_Exercise data_
__________________________________________________

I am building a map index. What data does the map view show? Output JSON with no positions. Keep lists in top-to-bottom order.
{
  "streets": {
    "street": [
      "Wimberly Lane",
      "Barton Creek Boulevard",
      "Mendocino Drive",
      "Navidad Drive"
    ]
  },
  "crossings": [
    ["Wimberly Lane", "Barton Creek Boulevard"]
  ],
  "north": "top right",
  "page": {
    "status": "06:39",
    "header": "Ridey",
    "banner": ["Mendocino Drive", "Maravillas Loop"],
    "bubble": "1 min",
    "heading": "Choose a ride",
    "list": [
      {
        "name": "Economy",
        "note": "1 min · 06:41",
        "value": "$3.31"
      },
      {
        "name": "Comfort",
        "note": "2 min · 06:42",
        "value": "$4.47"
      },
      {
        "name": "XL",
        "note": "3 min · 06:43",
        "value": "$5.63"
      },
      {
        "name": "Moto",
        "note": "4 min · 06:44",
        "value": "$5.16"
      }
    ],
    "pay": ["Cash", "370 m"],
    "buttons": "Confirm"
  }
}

__________________________________________________

_Exercise objective_
To complete the exercise, print all of the entries exactly.

_Exercise result_
I am building a map index. What data does the map view show? Output JSON with no positions. Keep lists in top-to-bottom order.
{
  "streets": {
    "street": [
      "Wimberly Lane",
      "Barton Creek Boulevard",
      "Mendocino Drive",
      "Navidad Drive"
    ]
  },
  "crossings": [
    ["Wimberly Lane", "Barton Creek Boulevard"]
  ],
  "north": "top right",
  "page": {
    "status": "06:39",
    "header": "Ridey",
    "banner": ["Mendocino Drive", "Maravillas Loop"],
    "bubble": "1 min",
    "heading": "Choose a ride",
    "list": [
      {
        "name": "Economy",
        "note": "1 min · 06:41",
        "value": "$3.31"
      },
      {
        "name": "Comfort",
        "note": "2 min · 06:42",
        "value": "$4.47"
      },
      {
        "name": "XL",
        "note": "3 min · 06:43",
        "value": "$5.63"
      },
      {
        "name": "Moto",
        "note": "4 min · 06:44",
        "value": "$5.16"
      }
    ],
    "pay": ["Cash", "370 m"],
    "buttons": "Confirm"
  }
}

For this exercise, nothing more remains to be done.